A CPAN module last updated in 2000 that allows you to read Grib files. GRIB is a data format commonly used in meteorology. In the off-chance that you have it installed, you should read PDLA::IO::Grib's documentation.
Provides an interface to HDF4 and HDF5 file formats, which are kinda like cross-platform binary XML files. HDF stands for Heierarchicl Data Format. HDF was originally developed at the NCSA. To read more about HDF, see http://www.hdfgroup.org/. Note that HDF5 is not presently distributed with PDLA, and neither HDF4 nor HDF5 will be installed unless you have the associated C libraries that these modules interface. Also note that the HDF5 library on CPAN is rather old and somebody from HDF contacted the mailing list in the Fall of 2009 to develop new and better HDF5 bindings for Perl.
Once upon a time, PDLA had a module for reading IDL data files. Unfortunately, it cannot be distributed because the original author, Craig DeForest, signed the IDL license agreement and was unable to negotiate the administrative hurdles to get it published. However, it can be found in Sourceforge's CVS attic, and any PDLA user who has not signed IDL's license agreement can fix it up and resubmit it.

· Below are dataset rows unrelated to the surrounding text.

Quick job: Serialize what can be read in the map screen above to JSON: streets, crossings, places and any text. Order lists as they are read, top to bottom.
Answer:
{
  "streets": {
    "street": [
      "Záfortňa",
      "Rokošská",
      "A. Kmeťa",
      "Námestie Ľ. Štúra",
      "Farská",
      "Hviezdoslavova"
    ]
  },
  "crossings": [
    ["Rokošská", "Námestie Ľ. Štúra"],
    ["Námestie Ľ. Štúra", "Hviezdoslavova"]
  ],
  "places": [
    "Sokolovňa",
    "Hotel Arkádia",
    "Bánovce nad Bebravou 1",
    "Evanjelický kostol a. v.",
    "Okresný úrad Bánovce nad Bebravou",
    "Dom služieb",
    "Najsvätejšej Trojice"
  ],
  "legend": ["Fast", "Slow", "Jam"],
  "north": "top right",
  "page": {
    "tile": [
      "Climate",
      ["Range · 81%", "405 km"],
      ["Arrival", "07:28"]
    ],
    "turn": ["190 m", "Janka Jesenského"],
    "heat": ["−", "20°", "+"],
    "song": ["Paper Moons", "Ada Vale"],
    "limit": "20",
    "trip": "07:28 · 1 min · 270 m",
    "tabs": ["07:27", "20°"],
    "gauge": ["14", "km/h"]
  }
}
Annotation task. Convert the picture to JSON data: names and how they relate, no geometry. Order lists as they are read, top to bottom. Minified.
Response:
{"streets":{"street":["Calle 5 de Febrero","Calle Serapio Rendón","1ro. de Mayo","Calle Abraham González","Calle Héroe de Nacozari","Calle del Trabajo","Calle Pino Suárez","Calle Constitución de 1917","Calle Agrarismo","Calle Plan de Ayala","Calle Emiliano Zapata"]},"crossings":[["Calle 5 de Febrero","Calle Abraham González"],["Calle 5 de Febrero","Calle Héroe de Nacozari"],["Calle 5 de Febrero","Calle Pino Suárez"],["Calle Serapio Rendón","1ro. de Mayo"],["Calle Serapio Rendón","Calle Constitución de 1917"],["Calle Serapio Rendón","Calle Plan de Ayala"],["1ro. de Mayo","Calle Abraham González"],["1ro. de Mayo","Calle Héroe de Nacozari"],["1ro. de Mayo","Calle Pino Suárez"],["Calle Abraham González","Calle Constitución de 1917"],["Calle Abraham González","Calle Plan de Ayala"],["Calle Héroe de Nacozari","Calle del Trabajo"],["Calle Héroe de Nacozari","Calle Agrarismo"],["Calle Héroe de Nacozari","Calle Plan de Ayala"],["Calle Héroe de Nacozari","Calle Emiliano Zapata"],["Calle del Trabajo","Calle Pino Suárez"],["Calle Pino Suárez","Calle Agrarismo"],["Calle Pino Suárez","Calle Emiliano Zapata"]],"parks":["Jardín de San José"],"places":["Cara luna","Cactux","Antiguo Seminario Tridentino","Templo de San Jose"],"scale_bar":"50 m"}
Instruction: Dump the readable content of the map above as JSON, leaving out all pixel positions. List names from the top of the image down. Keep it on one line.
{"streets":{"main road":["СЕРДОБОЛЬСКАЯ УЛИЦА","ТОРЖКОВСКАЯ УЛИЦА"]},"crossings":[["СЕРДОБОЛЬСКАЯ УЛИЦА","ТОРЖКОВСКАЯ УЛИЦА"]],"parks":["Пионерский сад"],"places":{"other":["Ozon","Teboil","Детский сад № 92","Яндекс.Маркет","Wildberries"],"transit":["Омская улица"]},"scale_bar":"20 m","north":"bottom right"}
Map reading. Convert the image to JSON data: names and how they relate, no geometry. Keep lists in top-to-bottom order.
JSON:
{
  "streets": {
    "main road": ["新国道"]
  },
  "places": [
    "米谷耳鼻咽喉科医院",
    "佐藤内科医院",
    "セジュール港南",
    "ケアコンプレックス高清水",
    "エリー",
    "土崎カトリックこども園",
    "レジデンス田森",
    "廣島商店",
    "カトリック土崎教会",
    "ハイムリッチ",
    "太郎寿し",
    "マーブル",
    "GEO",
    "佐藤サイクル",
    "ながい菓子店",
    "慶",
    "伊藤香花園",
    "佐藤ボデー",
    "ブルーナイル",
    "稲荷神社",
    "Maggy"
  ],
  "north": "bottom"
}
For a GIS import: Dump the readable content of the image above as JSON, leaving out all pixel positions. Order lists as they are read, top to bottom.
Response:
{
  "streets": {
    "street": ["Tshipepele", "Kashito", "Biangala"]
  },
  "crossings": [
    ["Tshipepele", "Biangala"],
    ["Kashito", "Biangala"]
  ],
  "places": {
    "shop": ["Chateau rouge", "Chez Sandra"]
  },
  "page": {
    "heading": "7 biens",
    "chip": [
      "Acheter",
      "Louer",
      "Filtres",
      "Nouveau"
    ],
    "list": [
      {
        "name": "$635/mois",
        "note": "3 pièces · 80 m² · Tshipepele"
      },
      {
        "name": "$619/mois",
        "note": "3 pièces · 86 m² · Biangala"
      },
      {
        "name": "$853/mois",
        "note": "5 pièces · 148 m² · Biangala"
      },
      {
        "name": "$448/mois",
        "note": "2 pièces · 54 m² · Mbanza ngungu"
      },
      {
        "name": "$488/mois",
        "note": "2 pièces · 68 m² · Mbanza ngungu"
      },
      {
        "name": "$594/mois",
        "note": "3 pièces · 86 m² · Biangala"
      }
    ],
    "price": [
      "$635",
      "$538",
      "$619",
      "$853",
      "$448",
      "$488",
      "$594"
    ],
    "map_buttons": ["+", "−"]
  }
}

Provides mostly text-based IO routines. Data input and output is restricted mostly to tabular (i.e. two-dimensional) data sets, though limited support is provided for 3d data sets.
Alternative text-based modules support higher dimensions, such as PDLA::IO::Dumper and PDLA::IO::Storable. Check the PDLA::IO::Misc documentation for more details.
Starlink developed a file format for N-Dimensional data Files, which it cleverly dubbed NDF. If you work with these files, you're in luck! Check the PDLA::IO::NDF documentation for more details.
Provides reading/writing of images to/from piddles, as well as creating MPEG animations! The module uses the netpbm library, so you will need that on your machine in order for this to work. To read more, see the PDLA::IO::Pic documentation. Also look into the next module, as well as PDLA::IO::GD.
Provides methods for reading and writing pnm files (of which pbm is but one). Check the PDLA::IO::Pnm documentation for more details. Also check out the previous module and PDLA::IO::GD.
Implements the relevant methods to be able to store and retrieve piddles via Storable. True, you can use many methods to save a single piddle. In contrast, this module is particularly useful if you need to save a complex Perl structure that contain piddles, such as an array of hashes, each of which contains piddles.